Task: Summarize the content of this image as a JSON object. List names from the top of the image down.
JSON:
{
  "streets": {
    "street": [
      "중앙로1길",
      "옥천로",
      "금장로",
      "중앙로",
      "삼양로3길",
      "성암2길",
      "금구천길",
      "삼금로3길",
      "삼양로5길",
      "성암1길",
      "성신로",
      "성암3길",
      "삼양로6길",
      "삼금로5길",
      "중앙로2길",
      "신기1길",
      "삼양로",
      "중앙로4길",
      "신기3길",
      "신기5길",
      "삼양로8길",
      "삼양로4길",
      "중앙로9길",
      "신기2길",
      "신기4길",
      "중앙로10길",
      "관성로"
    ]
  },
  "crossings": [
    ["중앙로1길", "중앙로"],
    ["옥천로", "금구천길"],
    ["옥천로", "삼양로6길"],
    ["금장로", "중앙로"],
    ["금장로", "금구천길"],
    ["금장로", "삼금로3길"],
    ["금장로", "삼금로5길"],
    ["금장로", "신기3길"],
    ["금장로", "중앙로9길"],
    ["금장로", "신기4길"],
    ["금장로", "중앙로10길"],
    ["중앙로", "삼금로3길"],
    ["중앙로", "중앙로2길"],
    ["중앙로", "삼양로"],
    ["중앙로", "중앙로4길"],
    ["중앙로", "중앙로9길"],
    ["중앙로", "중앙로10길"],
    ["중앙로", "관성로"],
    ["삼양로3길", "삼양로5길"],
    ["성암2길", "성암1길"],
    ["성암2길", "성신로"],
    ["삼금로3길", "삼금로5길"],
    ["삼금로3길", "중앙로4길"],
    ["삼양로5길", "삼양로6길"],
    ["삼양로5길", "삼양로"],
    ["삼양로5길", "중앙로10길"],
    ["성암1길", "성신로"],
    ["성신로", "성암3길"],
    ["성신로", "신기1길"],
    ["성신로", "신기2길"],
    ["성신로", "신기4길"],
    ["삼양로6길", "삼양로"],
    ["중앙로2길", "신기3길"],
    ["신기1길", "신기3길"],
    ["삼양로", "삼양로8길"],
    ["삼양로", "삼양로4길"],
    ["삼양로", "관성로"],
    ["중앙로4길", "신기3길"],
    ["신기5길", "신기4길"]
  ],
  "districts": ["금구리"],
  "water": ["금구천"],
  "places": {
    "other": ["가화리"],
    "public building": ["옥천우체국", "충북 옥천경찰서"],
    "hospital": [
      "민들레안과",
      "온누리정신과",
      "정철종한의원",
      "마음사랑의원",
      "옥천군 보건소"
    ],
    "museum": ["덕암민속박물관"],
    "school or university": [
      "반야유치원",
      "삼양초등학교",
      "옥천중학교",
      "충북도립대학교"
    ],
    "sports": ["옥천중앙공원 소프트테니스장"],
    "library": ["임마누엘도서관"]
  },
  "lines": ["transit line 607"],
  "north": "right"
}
◇ ◇ ◇ ◇ ◇ ◇ ◇
TASK TO CARRY OUT: Transcribe the listing shown above in full and without change.

RESULT OF THE TASK:
Task: Summarize the content of this image as a JSON object. List names from the top of the image down.
JSON:
{
  "streets": {
    "street": [
      "중앙로1길",
      "옥천로",
      "금장로",
      "중앙로",
      "삼양로3길",
      "성암2길",
      "금구천길",
      "삼금로3길",
      "삼양로5길",
      "성암1길",
      "성신로",
      "성암3길",
      "삼양로6길",
      "삼금로5길",
      "중앙로2길",
      "신기1길",
      "삼양로",
      "중앙로4길",
      "신기3길",
      "신기5길",
      "삼양로8길",
      "삼양로4길",
      "중앙로9길",
      "신기2길",
      "신기4길",
      "중앙로10길",
      "관성로"
    ]
  },
  "crossings": [
    ["중앙로1길", "중앙로"],
    ["옥천로", "금구천길"],
    ["옥천로", "삼양로6길"],
    ["금장로", "중앙로"],
    ["금장로", "금구천길"],
    ["금장로", "삼금로3길"],
    ["금장로", "삼금로5길"],
    ["금장로", "신기3길"],
    ["금장로", "중앙로9길"],
    ["금장로", "신기4길"],
    ["금장로", "중앙로10길"],
    ["중앙로", "삼금로3길"],
    ["중앙로", "중앙로2길"],
    ["중앙로", "삼양로"],
    ["중앙로", "중앙로4길"],
    ["중앙로", "중앙로9길"],
    ["중앙로", "중앙로10길"],
    ["중앙로", "관성로"],
    ["삼양로3길", "삼양로5길"],
    ["성암2길", "성암1길"],
    ["성암2길", "성신로"],
    ["삼금로3길", "삼금로5길"],
    ["삼금로3길", "중앙로4길"],
    ["삼양로5길", "삼양로6길"],
    ["삼양로5길", "삼양로"],
    ["삼양로5길", "중앙로10길"],
    ["성암1길", "성신로"],
    ["성신로", "성암3길"],
    ["성신로", "신기1길"],
    ["성신로", "신기2길"],
    ["성신로", "신기4길"],
    ["삼양로6길", "삼양로"],
    ["중앙로2길", "신기3길"],
    ["신기1길", "신기3길"],
    ["삼양로", "삼양로8길"],
    ["삼양로", "삼양로4길"],
    ["삼양로", "관성로"],
    ["중앙로4길", "신기3길"],
    ["신기5길", "신기4길"]
  ],
  "districts": ["금구리"],
  "water": ["금구천"],
  "places": {
    "other": ["가화리"],
    "public building": ["옥천우체국", "충북 옥천경찰서"],
    "hospital": [
      "민들레안과",
      "온누리정신과",
      "정철종한의원",
      "마음사랑의원",
      "옥천군 보건소"
    ],
    "museum": ["덕암민속박물관"],
    "school or university": [
      "반야유치원",
      "삼양초등학교",
      "옥천중학교",
      "충북도립대학교"
    ],
    "sports": ["옥천중앙공원 소프트테니스장"],
    "library": ["임마누엘도서관"]
  },
  "lines": ["transit line 607"],
  "north": "right"
}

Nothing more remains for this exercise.